Abstract

INTRODUCTION AND OBJECTIVES: Hospital admission rates for infection secondary to fluoroquinolone (FQ) resistant E. coli following TRUS-guided prostate biopsy have dramatically increased in the last decade. We describe a retrospective case series designed to characterize risk factors for infection and FQ resistance. METHODS: We retrospectively evaluated the medical records of 492 patients who underwent TRUS guided prostate biopsy between 2009 and 2011. Patients’ charts were evaluated for risk factors and complications. Infection was the primary outcome and FQ resistance was the secondary outcome. The following covariates were tested for each outcome: age, race, diabetes mellitus, immunosuppression, catheterization, prostate volume, PSA level, number of biopsy cores obtained, history of prior prostate biopsy, number of past biopsies, active surveillance status, history of UTI, prostatitis, epididymitis, or sepsis, antibiotic use in the past four weeks, use of peri-operative antibiotics, and prior FQ use. Analyses were performed using STATA 12.0 (Stata Corporation, College Station, TX.) RESULTS: Of 492 patients evaluated, 5.69% developed infections. 81.3% of patients with positive cultures were infected with E. coli and 92.3% of these were FQ resistant. All patients except two received four days of ciprofloxacin prophylaxis. 4.6% of patients received additional intra-operative antibiotics. Additional antibiotics were not associated with decreased risk of infection (p .638). In our analysis, prostate volume (p .028), presence of an indwelling catheter (p .008), African American race (p .032), Asian ethnicity (p .021) and history of catheterization (p .008) were significantly associated with infection after biopsy.
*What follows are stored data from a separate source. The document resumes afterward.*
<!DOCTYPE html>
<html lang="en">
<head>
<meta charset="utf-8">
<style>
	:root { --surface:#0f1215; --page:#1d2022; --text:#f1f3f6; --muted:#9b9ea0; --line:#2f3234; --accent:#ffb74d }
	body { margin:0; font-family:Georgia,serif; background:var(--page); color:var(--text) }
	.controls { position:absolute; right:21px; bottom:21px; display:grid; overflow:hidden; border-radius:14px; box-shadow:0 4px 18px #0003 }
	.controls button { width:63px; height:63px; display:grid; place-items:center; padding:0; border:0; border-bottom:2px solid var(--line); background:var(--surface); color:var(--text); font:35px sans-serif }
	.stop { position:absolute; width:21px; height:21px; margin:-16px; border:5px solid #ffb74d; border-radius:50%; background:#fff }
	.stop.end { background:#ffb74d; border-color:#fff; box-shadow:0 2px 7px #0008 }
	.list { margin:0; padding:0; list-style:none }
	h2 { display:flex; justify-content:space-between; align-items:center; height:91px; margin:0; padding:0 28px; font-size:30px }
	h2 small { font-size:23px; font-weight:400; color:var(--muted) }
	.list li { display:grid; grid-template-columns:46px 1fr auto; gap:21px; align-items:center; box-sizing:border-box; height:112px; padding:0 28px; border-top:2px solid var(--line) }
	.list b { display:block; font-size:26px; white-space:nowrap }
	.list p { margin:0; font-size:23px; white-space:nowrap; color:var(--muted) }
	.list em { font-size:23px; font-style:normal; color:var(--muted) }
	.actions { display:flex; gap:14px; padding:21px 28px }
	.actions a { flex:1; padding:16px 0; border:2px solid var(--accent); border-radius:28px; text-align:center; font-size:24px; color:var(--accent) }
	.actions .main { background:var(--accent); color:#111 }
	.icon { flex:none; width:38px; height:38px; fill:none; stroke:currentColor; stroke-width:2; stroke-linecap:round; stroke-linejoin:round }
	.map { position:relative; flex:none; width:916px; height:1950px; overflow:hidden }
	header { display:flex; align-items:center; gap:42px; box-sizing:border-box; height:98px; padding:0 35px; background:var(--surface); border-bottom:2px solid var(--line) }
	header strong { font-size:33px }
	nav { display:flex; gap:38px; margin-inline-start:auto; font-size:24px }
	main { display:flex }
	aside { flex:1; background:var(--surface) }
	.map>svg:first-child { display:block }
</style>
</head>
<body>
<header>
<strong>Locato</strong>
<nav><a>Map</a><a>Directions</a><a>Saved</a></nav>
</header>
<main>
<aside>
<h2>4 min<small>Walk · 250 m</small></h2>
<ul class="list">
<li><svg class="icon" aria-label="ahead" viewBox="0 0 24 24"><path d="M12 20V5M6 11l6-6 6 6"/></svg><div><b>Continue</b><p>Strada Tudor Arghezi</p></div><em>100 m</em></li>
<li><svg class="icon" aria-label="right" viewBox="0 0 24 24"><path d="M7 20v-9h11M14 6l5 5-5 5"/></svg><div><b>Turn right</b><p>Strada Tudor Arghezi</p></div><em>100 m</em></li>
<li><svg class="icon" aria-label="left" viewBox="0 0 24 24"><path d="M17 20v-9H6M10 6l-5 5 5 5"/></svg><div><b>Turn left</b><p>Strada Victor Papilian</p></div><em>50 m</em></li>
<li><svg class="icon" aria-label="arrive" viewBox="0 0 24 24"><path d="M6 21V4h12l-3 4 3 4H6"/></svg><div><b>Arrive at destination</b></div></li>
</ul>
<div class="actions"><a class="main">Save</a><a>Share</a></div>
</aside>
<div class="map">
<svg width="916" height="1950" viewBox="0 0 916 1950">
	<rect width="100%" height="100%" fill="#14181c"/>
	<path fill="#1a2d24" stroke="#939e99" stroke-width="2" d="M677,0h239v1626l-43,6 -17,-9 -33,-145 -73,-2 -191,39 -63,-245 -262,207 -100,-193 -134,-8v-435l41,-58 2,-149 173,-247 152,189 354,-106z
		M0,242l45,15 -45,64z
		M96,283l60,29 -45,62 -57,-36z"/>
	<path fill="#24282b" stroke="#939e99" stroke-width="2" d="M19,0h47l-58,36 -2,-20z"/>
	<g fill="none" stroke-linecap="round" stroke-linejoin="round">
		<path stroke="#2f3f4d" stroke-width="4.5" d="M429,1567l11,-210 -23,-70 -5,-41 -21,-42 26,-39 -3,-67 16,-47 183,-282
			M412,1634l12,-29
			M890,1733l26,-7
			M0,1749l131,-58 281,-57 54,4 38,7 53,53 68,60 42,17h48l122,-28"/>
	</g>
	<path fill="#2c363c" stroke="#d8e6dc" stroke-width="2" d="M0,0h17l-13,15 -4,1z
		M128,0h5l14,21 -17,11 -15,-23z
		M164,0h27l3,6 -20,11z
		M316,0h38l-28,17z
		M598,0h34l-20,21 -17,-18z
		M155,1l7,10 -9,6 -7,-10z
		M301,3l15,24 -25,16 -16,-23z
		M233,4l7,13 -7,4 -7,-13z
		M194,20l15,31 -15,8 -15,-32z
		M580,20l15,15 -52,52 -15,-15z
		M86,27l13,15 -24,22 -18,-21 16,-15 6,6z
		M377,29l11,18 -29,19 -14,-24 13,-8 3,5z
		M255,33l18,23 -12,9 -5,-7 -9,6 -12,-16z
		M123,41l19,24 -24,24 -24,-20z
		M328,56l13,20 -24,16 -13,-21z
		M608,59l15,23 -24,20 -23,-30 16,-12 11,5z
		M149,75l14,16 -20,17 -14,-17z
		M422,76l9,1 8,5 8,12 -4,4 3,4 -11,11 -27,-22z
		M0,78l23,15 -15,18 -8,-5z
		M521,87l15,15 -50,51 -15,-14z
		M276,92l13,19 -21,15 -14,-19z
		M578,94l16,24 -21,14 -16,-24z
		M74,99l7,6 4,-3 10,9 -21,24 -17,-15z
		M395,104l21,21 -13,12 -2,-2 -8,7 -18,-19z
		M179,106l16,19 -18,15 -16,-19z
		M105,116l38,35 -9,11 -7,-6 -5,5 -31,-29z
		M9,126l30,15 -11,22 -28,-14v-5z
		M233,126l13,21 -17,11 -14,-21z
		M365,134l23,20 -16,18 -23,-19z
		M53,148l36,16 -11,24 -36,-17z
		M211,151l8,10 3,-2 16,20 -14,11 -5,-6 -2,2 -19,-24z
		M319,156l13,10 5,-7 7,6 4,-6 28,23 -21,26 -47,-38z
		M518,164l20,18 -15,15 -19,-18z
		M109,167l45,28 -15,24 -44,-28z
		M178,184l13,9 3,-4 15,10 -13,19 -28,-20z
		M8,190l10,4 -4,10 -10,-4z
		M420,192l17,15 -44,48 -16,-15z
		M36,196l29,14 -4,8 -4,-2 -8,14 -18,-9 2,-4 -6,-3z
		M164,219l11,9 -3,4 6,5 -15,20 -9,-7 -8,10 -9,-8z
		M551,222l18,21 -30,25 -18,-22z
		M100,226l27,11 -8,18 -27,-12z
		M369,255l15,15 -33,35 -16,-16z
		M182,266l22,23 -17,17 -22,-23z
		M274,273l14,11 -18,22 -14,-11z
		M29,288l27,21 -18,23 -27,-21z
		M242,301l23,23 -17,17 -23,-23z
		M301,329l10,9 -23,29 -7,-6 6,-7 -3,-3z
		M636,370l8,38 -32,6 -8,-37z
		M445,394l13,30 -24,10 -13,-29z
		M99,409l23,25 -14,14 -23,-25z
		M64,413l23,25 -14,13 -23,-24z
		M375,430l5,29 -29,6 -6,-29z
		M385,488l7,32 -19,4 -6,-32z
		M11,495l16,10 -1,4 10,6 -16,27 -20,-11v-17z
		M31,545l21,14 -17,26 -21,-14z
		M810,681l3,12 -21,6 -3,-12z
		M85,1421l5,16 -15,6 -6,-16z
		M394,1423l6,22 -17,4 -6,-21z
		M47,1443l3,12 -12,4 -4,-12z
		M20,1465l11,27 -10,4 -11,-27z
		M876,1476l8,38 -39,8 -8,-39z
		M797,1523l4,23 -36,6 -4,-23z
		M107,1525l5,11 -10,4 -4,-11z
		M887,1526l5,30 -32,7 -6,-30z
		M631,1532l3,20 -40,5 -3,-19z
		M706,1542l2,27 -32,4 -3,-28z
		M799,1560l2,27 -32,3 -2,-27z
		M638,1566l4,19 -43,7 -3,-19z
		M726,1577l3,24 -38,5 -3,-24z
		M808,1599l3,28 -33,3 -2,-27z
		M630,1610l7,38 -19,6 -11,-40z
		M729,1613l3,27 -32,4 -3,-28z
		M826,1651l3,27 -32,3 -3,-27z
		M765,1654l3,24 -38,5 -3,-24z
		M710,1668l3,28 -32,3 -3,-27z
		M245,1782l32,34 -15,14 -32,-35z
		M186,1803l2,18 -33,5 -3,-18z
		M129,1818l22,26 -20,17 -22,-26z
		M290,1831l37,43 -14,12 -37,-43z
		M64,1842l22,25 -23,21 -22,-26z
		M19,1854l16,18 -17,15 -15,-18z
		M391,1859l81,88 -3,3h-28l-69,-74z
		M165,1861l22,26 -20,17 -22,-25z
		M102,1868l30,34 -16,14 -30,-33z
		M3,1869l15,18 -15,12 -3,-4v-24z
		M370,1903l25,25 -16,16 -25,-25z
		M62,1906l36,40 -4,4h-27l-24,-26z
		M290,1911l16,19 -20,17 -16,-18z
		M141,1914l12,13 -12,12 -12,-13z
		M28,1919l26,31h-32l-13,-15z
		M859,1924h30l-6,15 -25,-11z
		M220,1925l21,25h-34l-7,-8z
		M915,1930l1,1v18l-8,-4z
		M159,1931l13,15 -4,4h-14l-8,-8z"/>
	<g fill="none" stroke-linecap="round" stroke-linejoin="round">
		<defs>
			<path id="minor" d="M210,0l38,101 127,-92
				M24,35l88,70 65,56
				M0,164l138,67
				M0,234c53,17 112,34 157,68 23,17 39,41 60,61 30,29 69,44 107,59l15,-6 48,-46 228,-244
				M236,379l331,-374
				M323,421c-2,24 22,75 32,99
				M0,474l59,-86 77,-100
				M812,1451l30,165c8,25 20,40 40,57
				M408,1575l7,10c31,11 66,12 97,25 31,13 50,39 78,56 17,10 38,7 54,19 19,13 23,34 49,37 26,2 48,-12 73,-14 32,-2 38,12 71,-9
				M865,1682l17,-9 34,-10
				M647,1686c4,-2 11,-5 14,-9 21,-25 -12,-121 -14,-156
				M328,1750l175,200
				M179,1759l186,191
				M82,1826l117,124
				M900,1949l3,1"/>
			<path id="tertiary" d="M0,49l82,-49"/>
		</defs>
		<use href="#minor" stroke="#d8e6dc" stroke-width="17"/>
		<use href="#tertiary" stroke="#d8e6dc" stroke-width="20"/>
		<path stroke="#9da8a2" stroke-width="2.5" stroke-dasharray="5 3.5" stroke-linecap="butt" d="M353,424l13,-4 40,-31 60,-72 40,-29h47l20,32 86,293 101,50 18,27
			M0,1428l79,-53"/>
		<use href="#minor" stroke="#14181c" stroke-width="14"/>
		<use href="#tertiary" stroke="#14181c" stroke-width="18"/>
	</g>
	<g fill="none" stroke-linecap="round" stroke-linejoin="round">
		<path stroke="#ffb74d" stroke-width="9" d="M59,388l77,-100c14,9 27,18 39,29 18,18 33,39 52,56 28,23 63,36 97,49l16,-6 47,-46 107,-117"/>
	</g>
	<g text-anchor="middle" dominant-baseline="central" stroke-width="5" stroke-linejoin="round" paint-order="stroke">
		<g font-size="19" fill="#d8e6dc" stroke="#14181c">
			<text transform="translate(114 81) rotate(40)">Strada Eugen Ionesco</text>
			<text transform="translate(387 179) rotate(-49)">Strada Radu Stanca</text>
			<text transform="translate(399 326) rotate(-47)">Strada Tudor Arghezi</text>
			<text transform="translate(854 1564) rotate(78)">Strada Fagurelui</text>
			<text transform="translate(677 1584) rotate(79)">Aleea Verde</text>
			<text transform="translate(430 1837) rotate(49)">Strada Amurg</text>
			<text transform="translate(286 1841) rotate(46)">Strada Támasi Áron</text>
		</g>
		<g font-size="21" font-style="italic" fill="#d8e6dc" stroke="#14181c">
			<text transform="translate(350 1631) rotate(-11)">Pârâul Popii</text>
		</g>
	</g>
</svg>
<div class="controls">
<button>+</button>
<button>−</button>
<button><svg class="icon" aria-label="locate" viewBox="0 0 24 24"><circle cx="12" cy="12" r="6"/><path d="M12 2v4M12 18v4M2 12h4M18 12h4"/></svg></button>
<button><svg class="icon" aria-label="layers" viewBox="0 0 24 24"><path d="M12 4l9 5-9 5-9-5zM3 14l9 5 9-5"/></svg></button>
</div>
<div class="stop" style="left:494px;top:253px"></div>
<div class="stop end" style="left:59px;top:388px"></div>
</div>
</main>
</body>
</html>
Active surveillance (AS) was not associated with infection (p .301) nor was history of FQ use (p .889). Most notably, prior FQ use was not a risk factor for FQ resistance (p .653), despite the fact that over 50% of the population had prior FQ use. CONCLUSIONS: Prior FQ use is not associated with infection or FQ resistance indicating that FQ resistance must be acquired by another mechanism. The subgroup who received FQ plus additional antibiotics did not show a decrease in infection rate as compared to those who received FQ monotherapy implying that targeting high risk patients may be ineffective.